DATA FOR ANALYSIS:
+++
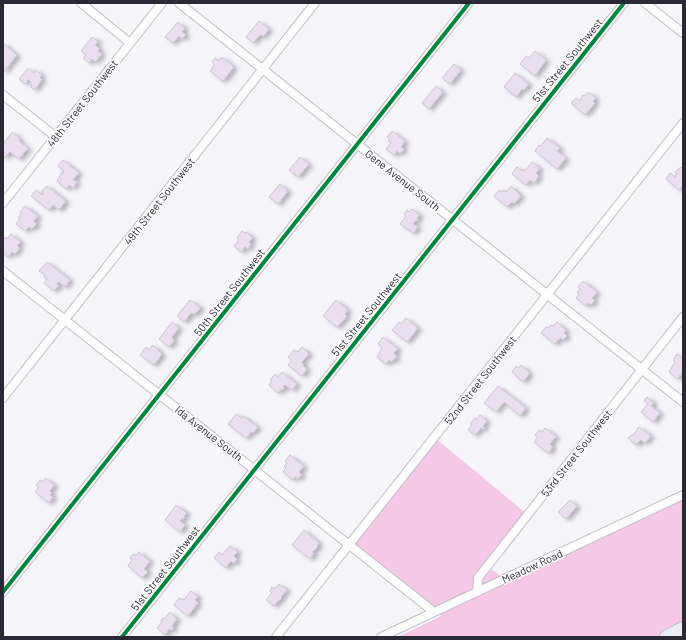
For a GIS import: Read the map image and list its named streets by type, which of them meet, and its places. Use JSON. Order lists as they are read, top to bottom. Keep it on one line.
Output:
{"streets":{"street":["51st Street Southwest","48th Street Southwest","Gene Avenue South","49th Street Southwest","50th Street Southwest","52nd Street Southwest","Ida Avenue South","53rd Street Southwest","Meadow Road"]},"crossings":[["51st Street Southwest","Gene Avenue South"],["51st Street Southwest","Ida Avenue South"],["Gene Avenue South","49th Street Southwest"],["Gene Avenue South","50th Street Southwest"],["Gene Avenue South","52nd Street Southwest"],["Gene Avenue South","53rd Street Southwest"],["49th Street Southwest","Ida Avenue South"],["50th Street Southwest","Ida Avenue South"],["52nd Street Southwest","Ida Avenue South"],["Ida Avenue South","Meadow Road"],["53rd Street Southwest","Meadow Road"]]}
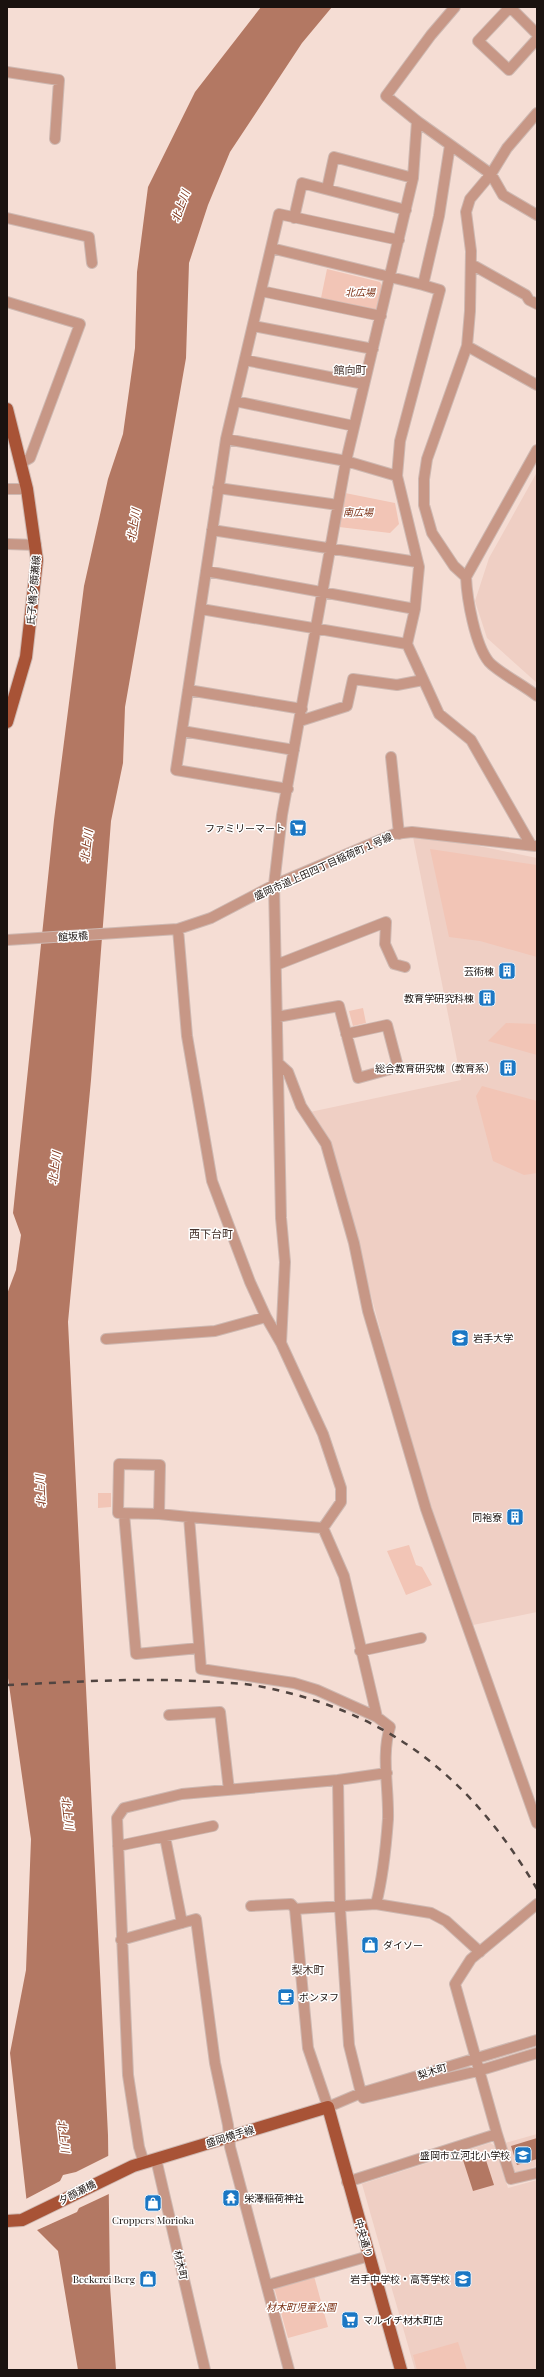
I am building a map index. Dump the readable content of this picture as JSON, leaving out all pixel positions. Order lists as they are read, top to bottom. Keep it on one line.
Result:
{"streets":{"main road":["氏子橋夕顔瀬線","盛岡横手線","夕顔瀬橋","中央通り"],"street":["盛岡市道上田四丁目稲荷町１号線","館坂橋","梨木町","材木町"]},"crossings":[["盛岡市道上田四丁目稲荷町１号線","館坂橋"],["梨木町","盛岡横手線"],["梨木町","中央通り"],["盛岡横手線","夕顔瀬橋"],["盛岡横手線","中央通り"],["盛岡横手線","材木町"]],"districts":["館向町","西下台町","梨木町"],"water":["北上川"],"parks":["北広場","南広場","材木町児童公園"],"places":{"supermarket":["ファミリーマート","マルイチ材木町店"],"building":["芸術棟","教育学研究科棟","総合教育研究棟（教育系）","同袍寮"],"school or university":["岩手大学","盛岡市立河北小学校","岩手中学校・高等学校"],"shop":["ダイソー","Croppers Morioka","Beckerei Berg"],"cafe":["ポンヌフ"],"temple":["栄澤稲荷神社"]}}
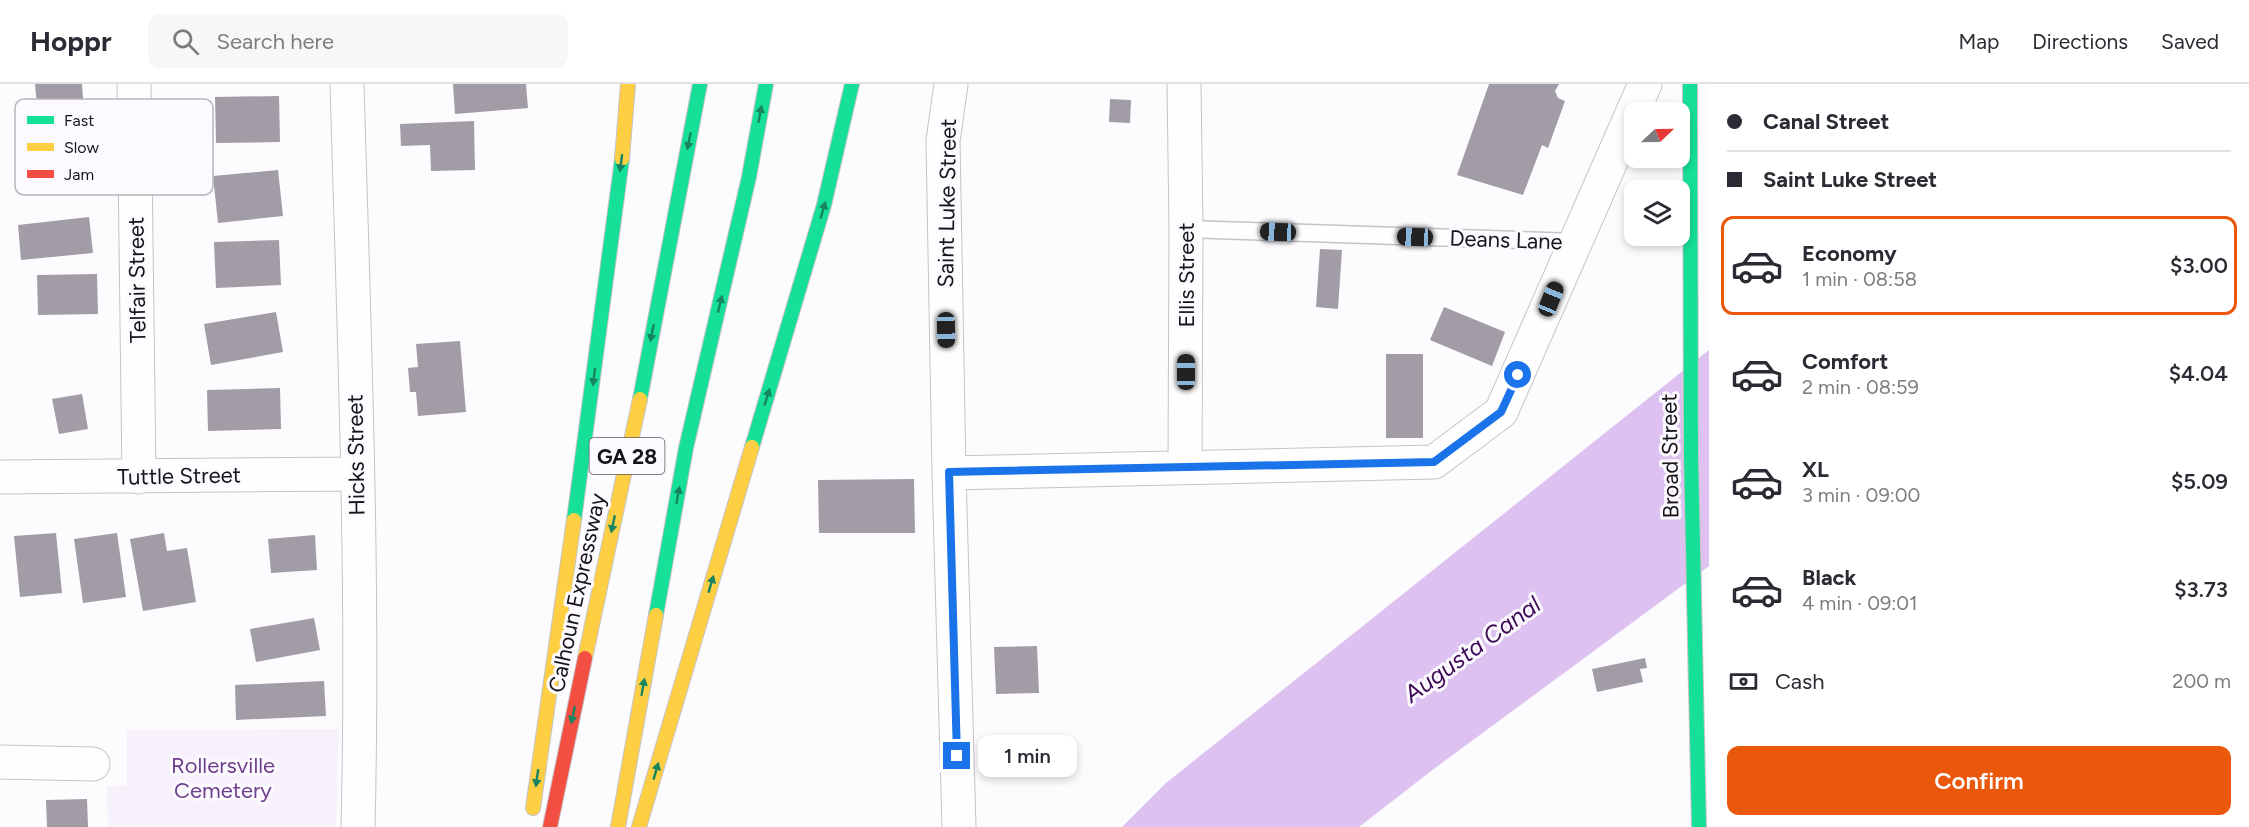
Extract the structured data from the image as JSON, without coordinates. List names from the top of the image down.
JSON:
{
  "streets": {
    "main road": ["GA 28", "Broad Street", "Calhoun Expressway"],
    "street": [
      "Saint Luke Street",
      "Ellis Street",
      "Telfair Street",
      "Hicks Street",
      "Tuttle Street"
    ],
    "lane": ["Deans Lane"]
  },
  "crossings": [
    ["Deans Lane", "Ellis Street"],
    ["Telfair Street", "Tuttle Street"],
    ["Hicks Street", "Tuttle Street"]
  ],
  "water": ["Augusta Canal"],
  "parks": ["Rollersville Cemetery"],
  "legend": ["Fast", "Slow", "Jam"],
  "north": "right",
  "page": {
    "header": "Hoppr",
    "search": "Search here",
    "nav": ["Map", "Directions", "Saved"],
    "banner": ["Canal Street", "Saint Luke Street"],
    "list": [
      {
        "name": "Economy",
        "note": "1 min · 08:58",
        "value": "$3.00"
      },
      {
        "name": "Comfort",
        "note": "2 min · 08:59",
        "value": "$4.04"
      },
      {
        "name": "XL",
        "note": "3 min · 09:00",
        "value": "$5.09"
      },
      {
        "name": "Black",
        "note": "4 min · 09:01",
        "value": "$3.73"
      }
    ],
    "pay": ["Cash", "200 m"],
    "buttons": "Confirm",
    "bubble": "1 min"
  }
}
+++
ABOUT THIS TASK:
Write the records out again exactly; none of the pictures belong in the copy.

EXERCISE OUTPUT:
For a GIS import: Read the map image and list its named streets by type, which of them meet, and its places. Use JSON. Order lists as they are read, top to bottom. Keep it on one line.
Output:
{"streets":{"street":["51st Street Southwest","48th Street Southwest","Gene Avenue South","49th Street Southwest","50th Street Southwest","52nd Street Southwest","Ida Avenue South","53rd Street Southwest","Meadow Road"]},"crossings":[["51st Street Southwest","Gene Avenue South"],["51st Street Southwest","Ida Avenue South"],["Gene Avenue South","49th Street Southwest"],["Gene Avenue South","50th Street Southwest"],["Gene Avenue South","52nd Street Southwest"],["Gene Avenue South","53rd Street Southwest"],["49th Street Southwest","Ida Avenue South"],["50th Street Southwest","Ida Avenue South"],["52nd Street Southwest","Ida Avenue South"],["Ida Avenue South","Meadow Road"],["53rd Street Southwest","Meadow Road"]]}
I am building a map index. Dump the readable content of this picture as JSON, leaving out all pixel positions. Order lists as they are read, top to bottom. Keep it on one line.
Result:
{"streets":{"main road":["氏子橋夕顔瀬線","盛岡横手線","夕顔瀬橋","中央通り"],"street":["盛岡市道上田四丁目稲荷町１号線","館坂橋","梨木町","材木町"]},"crossings":[["盛岡市道上田四丁目稲荷町１号線","館坂橋"],["梨木町","盛岡横手線"],["梨木町","中央通り"],["盛岡横手線","夕顔瀬橋"],["盛岡横手線","中央通り"],["盛岡横手線","材木町"]],"districts":["館向町","西下台町","梨木町"],"water":["北上川"],"parks":["北広場","南広場","材木町児童公園"],"places":{"supermarket":["ファミリーマート","マルイチ材木町店"],"building":["芸術棟","教育学研究科棟","総合教育研究棟（教育系）","同袍寮"],"school or university":["岩手大学","盛岡市立河北小学校","岩手中学校・高等学校"],"shop":["ダイソー","Croppers Morioka","Beckerei Berg"],"cafe":["ポンヌフ"],"temple":["栄澤稲荷神社"]}}
Extract the structured data from the image as JSON, without coordinates. List names from the top of the image down.
JSON:
{
  "streets": {
    "main road": ["GA 28", "Broad Street", "Calhoun Expressway"],
    "street": [
      "Saint Luke Street",
      "Ellis Street",
      "Telfair Street",
      "Hicks Street",
      "Tuttle Street"
    ],
    "lane": ["Deans Lane"]
  },
  "crossings": [
    ["Deans Lane", "Ellis Street"],
    ["Telfair Street", "Tuttle Street"],
    ["Hicks Street", "Tuttle Street"]
  ],
  "water": ["Augusta Canal"],
  "parks": ["Rollersville Cemetery"],
  "legend": ["Fast", "Slow", "Jam"],
  "north": "right",
  "page": {
    "header": "Hoppr",
    "search": "Search here",
    "nav": ["Map", "Directions", "Saved"],
    "banner": ["Canal Street", "Saint Luke Street"],
    "list": [
      {
        "name": "Economy",
        "note": "1 min · 08:58",
        "value": "$3.00"
      },
      {
        "name": "Comfort",
        "note": "2 min · 08:59",
        "value": "$4.04"
      },
      {
        "name": "XL",
        "note": "3 min · 09:00",
        "value": "$5.09"
      },
      {
        "name": "Black",
        "note": "4 min · 09:01",
        "value": "$3.73"
      }
    ],
    "pay": ["Cash", "200 m"],
    "buttons": "Confirm",
    "bubble": "1 min"
  }
}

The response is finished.